EVERYTHING IS GOING SWIMMINGLY: The Coming “Spudpocalypse.”

A new advertising campaign warns of an impending “spudpocalypse,” chipping into potato supplies and driving price spikes in Massachusetts as Prince Edward Island tubers are hit with a moratorium on exports.

“Shelves will soon be bare … help us stop the spudpocalypse,” blares a video clip for the ad campaign’s new website — spudpocalypse.com. The spot that also features a hand labeled “USDA” swatting away cartoon potatoes as a crunchy rock guitar grooves.

The campaign, from the PEI Potato Board — an industry group for the Canadian province’s spud growers — is meant to gin up public pressure here in potato-hungry Massachusetts after Canadian and U.S. food safety authorities cut the export of potatoes from Prince Edward Island over fears of “potato wart.”

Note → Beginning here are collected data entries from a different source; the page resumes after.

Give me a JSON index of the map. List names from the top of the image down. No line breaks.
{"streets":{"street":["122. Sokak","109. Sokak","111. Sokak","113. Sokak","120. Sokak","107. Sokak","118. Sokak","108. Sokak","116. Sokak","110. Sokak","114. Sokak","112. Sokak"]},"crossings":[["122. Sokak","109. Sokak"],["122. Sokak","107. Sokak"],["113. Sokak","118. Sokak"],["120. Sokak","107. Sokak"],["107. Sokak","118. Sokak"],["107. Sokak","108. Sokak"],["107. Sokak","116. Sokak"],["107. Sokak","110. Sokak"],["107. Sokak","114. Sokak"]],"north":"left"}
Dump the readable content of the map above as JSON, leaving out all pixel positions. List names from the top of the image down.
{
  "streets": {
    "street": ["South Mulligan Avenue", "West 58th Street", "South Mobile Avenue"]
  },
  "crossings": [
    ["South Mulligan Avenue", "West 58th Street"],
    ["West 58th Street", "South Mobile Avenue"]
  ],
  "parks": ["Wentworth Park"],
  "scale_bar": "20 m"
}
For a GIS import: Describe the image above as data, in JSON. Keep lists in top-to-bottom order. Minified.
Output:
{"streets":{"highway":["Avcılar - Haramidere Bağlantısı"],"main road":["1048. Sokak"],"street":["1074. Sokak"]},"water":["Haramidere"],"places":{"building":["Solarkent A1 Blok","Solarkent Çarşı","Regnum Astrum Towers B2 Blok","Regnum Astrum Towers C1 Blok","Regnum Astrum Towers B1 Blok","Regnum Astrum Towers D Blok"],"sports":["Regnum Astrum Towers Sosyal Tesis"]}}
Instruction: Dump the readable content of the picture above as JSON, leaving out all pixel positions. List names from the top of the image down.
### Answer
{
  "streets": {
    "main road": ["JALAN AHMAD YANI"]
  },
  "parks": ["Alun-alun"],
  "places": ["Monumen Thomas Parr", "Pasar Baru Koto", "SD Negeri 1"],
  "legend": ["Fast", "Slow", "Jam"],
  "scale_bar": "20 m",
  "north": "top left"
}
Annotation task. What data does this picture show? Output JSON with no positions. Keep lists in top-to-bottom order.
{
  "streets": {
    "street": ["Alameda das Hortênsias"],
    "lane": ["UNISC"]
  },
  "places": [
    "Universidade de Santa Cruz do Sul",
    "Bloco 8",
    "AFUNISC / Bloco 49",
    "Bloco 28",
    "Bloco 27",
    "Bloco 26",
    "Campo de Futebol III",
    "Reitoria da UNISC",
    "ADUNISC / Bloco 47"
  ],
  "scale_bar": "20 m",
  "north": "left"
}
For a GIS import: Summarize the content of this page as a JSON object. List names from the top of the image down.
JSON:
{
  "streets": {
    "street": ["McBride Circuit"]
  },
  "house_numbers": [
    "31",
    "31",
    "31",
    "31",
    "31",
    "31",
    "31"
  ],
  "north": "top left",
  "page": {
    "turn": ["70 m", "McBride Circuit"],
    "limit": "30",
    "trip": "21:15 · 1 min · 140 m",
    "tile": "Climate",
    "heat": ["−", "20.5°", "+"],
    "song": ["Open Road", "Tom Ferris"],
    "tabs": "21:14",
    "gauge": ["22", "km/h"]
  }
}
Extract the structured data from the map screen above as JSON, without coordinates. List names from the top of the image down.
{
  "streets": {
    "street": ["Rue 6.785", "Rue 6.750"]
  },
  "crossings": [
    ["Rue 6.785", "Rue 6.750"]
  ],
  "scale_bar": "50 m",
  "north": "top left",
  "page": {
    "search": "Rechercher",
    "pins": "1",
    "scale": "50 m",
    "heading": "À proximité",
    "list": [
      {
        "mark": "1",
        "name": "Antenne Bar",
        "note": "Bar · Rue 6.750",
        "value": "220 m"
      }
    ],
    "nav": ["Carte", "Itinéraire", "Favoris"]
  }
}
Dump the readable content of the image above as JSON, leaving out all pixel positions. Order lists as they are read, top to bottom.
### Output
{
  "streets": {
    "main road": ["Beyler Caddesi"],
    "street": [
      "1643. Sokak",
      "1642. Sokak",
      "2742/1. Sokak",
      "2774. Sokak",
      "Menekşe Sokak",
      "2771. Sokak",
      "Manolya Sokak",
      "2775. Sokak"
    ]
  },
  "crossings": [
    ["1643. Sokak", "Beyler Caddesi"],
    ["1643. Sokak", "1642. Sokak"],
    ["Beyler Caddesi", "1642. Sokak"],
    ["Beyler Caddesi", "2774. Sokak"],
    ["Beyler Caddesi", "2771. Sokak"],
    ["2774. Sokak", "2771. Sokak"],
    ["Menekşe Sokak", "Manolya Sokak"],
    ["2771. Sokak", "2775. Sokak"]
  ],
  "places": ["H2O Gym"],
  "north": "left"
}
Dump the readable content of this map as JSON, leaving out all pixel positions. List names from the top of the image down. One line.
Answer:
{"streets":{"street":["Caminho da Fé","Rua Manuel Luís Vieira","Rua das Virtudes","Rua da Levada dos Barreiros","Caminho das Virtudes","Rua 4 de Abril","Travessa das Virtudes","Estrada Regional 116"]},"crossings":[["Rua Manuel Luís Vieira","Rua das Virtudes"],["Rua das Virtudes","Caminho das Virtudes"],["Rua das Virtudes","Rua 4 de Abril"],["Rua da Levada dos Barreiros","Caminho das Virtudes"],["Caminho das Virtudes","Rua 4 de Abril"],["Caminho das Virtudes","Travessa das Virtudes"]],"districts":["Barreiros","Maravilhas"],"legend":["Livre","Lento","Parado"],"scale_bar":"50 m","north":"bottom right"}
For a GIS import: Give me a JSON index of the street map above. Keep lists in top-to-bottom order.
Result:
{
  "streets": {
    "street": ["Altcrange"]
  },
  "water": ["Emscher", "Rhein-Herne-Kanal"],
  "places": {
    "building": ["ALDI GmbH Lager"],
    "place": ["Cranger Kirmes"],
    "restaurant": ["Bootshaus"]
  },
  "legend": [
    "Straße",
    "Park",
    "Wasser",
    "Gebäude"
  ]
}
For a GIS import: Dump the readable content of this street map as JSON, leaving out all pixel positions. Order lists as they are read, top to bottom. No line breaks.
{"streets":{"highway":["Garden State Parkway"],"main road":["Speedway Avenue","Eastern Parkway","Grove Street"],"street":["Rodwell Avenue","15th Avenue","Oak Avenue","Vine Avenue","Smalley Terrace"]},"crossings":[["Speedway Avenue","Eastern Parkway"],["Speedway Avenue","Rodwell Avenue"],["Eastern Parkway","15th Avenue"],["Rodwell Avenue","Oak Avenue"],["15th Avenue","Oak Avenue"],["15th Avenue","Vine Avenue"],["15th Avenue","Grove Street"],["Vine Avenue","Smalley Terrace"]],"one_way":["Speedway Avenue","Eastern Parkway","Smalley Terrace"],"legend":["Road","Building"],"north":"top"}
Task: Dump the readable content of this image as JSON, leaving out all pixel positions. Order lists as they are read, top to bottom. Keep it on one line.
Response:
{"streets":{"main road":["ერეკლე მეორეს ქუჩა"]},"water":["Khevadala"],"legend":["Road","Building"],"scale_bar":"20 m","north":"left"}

The Prince Edward Island version of Big Potato is targeting Massachusetts because the spud-loving Bay State accounts for an outsized number of Prince Edward Island potatoes in the U.S. One of the few big potato-packers in the area says they have a point.

Greg Maheris, who runs potato distributor J Maheris Co. in Chelsea, said he’s seen a drop of about 30% in the total number of spuds coming in. He normally sees upward of about 70,000 pounds of Prince Edward Island potatoes — so the lack of them is leading to fewer spuds at higher prices, especially in concert with a bad growing year out west in the midst of heat, fires and transportation issues.

“It’s going to be awful — store shelves are already empty,” said Maheris, who operates out of the New England Produce Center in an industrial area of the city sandwiched between the Mystic Mall and the old King Arthur’s Lounge.

He said there’s only a handful of people left in the region who do what he does, which is import potatoes, sort them, bag them up and send them to grocery stores.

“Potatoes always have been a cheap, good ingredient for people to put on the table, and now that could change,” he said.

Well, that’s okay, it’s not like food is getting more expensive in general.